Estamos misteriosamente envueltos por fuerzas
benéficas: Alguien entierra tesoros para nosotros, siembra perlas en el mar de
la existencia.
Una vez encontrado el tesoro, el hombre, lleno de
alegría, lo vende todo y compra ese campo. La vida se pone en marcha, pero impulsada por lo más bello que existe
para el hombre: la alegría. Lo que mueve, apremia, hace decidir, es la clave de
todo.
La visión de un cristianismo triste, que se
desencadena en los momentos de crisis, que tiene como eje un sentido del deber
y de la culpa, que agota la vida en lugar de enriquecerla, esa religiosidad
inmadura y gris está muy lejos de la fe radiante de Jesús.
Dios ha elegido hablarnos con el lenguaje de la
alegría, por eso sigue seduciéndonos.
Esto vale tanto para el pobre jornalero como para el
experto comerciante, el conocedor apasionado y obstinado que recorre el mundo
persiguiendo su sueño. Pero ningún viaje es largo para quien ama.

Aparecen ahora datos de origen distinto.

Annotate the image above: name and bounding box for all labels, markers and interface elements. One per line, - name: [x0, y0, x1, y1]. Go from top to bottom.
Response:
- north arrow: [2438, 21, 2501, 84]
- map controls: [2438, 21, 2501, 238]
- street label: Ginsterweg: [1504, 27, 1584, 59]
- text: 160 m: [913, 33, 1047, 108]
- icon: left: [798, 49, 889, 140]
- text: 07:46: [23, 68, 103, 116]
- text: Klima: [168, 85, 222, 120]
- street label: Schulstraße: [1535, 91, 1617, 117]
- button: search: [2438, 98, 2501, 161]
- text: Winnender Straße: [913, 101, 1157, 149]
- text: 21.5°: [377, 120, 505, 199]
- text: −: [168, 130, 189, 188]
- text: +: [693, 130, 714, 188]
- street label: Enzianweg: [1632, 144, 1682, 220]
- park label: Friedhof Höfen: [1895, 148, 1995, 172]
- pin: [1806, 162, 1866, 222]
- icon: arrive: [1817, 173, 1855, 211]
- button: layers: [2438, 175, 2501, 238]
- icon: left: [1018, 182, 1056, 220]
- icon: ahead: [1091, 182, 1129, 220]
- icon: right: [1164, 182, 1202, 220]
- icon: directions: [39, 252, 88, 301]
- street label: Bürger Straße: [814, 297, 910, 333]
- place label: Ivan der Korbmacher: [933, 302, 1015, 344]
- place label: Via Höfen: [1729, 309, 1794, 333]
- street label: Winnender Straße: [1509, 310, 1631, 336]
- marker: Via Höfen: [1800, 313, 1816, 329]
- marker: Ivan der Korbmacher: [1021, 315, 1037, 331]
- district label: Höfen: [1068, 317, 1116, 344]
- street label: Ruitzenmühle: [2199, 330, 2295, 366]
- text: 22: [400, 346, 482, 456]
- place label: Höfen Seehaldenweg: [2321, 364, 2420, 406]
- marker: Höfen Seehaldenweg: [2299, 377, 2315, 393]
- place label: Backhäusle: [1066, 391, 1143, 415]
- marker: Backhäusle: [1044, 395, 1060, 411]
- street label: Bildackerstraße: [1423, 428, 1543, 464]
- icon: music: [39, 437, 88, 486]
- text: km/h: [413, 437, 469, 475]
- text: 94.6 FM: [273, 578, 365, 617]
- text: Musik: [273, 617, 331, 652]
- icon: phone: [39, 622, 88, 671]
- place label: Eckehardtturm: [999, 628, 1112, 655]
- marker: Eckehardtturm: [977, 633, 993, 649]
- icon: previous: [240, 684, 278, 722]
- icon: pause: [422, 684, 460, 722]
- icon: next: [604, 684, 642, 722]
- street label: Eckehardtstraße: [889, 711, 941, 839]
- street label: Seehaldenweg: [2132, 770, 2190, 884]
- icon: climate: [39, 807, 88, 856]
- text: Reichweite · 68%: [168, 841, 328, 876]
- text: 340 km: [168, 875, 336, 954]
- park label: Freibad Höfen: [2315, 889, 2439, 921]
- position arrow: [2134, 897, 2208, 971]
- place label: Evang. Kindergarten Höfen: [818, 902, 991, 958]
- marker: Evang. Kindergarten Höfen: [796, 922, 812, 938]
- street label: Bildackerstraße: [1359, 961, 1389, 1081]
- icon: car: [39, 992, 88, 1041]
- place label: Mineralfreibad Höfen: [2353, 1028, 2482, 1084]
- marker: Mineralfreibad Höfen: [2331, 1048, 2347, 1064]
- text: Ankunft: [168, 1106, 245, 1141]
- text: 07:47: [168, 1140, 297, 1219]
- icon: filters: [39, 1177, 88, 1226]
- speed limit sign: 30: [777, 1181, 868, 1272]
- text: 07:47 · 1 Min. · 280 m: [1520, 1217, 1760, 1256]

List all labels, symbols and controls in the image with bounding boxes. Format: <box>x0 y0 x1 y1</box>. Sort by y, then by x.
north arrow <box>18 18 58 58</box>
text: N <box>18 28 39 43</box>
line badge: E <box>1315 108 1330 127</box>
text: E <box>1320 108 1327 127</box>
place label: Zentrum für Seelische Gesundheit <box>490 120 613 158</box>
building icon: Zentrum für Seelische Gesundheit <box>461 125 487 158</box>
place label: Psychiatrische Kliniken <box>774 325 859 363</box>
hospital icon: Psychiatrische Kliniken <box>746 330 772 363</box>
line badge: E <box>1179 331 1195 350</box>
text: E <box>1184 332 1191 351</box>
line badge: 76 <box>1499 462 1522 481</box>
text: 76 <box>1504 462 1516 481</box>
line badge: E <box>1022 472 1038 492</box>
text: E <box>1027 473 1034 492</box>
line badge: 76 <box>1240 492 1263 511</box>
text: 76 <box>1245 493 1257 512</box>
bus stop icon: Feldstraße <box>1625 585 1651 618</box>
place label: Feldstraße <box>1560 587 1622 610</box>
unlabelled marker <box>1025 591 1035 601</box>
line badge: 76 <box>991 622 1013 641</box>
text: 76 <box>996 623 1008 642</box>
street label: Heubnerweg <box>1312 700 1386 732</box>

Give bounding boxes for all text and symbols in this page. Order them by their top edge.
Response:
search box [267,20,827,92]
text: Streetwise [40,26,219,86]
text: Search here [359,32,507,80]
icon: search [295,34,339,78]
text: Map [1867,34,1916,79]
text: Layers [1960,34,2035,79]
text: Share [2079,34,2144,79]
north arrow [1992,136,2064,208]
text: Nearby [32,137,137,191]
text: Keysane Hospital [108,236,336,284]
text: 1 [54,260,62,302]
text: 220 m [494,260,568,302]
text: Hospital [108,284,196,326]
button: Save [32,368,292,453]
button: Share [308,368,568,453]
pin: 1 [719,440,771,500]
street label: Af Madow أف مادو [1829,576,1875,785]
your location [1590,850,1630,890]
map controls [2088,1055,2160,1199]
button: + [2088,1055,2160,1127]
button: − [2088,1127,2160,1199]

Avanzamos en la vida no a base de fuerza de voluntad,
sino por una pasión, por el descubrimiento de tesoros («donde esté tu tesoro, allí
correrá feliz tu corazón», cf. Mt 6,21); avanzamos por los
enamoramientos y por la alegría que estos encienden.
Los que buscan a Dios, ya sean campesinos o
comerciantes, no tienen las soluciones en el bolsillo, sino que las buscan.
Tener fe es un verbo dinámico: hay que levantarse siempre, moverse, buscar,
proyectarse, mirar más allá; labrar el campo, viajar, descubrir siempre,
cuestionar siempre.
En estas dos parábolas, tesoro, perla, valor, asombro,
alegría son nombres de Dios. Con su carga de afecto, con su energía
arrolladora, con el futuro que abren. Se dirigen a mi fe y me preguntan: ¿pero
Dios es para ti un tesoro o solo un deber? ¿Es una perla o una obligación?
Me siento un labrador afortunado, un comerciante con
buena suerte. Y estoy agradecido a Aquel que me ha hecho tropezar con un
tesoro, con muchas perlas, a lo largo de muchos caminos, en muchos días: ¡encontrar
a Cristo ha sido, sin duda, el mejor negocio de mi vida!